======== Exercise data ========

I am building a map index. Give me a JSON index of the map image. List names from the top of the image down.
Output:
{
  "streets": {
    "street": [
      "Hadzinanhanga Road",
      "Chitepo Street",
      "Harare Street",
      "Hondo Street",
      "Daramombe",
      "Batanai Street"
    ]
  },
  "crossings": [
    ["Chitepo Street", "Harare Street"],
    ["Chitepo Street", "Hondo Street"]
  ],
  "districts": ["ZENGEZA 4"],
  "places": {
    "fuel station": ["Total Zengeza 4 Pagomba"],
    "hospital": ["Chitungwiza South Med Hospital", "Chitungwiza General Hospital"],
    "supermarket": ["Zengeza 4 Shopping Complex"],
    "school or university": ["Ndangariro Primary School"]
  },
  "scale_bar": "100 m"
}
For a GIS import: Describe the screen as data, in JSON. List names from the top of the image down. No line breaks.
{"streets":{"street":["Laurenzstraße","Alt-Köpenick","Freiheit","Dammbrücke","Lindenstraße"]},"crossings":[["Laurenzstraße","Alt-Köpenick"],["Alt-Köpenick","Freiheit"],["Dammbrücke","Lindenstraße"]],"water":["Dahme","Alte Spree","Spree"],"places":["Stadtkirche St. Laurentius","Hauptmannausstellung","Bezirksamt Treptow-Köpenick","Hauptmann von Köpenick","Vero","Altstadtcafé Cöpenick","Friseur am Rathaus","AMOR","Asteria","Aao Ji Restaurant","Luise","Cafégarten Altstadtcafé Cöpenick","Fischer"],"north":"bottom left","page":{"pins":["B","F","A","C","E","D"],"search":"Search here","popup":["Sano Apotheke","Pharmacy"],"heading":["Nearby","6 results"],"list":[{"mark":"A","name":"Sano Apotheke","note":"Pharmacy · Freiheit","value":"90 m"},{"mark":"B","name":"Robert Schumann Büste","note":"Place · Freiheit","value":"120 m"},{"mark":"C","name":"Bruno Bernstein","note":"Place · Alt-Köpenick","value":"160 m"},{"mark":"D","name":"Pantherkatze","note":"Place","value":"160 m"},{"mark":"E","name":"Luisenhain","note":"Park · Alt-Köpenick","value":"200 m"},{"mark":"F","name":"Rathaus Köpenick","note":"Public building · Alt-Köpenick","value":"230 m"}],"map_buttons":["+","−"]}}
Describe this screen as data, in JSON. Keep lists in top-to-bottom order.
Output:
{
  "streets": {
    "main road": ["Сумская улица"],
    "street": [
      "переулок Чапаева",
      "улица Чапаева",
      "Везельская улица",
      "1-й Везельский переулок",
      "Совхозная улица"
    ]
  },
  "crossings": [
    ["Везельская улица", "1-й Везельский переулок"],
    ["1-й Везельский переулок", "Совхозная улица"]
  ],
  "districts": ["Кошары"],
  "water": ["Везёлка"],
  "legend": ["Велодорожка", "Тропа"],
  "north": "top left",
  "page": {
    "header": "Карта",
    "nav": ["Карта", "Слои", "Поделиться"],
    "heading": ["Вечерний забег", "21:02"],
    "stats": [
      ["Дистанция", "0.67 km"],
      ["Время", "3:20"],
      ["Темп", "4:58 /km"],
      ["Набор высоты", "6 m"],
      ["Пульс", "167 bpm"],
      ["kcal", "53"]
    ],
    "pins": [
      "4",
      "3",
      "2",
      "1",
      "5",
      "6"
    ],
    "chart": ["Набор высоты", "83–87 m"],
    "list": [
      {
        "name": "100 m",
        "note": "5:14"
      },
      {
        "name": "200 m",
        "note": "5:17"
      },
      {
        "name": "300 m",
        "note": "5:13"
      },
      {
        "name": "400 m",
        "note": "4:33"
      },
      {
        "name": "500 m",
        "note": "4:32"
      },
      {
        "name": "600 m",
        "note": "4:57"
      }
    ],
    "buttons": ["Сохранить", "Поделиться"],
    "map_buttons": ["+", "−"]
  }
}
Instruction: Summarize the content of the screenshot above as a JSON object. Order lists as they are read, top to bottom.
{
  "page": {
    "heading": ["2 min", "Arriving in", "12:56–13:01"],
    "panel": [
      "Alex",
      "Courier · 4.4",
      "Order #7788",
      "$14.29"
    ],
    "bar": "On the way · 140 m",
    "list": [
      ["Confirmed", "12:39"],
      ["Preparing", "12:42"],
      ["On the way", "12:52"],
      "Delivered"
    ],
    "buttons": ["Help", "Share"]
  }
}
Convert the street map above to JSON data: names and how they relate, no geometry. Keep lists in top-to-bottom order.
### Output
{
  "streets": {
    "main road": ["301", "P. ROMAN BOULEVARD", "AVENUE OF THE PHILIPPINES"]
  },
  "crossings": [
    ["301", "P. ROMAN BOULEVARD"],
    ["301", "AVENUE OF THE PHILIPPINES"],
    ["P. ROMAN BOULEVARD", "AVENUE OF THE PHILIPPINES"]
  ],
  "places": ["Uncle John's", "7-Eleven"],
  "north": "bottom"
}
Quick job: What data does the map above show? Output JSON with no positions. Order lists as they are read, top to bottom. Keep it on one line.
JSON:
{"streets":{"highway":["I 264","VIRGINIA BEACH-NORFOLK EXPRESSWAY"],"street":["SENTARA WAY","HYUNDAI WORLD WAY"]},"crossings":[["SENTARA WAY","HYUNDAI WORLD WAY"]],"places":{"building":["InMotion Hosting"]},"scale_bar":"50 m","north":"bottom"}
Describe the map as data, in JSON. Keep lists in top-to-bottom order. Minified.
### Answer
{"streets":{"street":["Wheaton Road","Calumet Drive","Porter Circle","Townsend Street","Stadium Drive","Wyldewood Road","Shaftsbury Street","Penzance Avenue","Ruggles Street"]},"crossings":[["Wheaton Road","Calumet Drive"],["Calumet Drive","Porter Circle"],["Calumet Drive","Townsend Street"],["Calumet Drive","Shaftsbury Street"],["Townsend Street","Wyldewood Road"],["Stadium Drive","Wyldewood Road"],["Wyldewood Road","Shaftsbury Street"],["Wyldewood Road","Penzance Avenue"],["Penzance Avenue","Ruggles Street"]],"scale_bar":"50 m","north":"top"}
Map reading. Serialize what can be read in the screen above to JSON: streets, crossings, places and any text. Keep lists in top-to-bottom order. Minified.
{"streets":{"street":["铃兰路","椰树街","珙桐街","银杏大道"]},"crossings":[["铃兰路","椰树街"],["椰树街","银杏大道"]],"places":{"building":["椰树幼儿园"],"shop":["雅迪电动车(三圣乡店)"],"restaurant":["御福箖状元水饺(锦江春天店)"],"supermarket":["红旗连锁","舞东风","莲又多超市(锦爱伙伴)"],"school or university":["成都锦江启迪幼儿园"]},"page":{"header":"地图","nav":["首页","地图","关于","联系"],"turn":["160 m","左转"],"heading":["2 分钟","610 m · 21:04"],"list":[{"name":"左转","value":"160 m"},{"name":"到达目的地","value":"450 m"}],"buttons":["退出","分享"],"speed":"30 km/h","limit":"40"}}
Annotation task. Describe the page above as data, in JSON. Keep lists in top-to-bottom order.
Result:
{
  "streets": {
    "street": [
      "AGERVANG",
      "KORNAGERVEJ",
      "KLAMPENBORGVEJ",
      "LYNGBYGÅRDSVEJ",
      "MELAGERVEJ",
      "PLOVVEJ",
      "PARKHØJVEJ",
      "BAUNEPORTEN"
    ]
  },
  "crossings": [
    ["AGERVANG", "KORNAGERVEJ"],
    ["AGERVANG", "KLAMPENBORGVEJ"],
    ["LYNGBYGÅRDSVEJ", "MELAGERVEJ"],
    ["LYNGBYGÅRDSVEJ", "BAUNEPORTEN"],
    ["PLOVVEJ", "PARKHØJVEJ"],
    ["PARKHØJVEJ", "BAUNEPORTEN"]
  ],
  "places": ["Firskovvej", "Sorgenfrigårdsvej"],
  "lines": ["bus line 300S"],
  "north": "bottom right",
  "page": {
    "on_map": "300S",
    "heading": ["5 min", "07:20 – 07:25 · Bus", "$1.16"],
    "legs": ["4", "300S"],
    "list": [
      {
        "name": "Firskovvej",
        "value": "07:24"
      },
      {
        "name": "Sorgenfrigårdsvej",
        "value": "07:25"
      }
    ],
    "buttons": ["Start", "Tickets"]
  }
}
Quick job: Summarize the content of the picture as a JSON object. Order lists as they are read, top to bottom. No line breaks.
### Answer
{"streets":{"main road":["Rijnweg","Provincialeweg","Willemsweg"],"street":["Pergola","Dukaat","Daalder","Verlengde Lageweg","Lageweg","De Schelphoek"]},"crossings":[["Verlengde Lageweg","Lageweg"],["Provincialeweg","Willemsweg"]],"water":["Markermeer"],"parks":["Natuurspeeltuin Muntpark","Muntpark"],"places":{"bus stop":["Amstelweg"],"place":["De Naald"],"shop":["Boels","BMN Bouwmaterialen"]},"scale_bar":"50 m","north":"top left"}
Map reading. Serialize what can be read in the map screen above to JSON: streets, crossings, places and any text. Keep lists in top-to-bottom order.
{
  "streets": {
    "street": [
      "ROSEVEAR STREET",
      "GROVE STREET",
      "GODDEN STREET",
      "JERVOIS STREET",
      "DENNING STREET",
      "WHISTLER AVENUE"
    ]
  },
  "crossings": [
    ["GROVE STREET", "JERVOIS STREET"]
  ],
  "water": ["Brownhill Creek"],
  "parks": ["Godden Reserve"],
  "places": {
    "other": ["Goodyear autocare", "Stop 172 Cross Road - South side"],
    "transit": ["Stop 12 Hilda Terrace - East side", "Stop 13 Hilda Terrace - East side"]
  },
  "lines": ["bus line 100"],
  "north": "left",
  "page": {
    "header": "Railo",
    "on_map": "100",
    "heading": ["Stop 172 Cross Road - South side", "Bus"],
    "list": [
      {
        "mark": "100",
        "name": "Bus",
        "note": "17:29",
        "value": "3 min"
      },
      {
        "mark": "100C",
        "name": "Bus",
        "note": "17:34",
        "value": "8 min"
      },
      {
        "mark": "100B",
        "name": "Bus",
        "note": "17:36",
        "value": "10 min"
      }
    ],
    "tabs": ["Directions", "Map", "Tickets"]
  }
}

========

▶ **What is required**
Select every line above that contains the word "Quick", and copy it.

▶ **Answer for the task**
Quick job: What data does the map above show? Output JSON with no positions. Order lists as they are read, top to bottom. Keep it on one line.
Quick job: Summarize the content of the picture as a JSON object. Order lists as they are read, top to bottom. No line breaks.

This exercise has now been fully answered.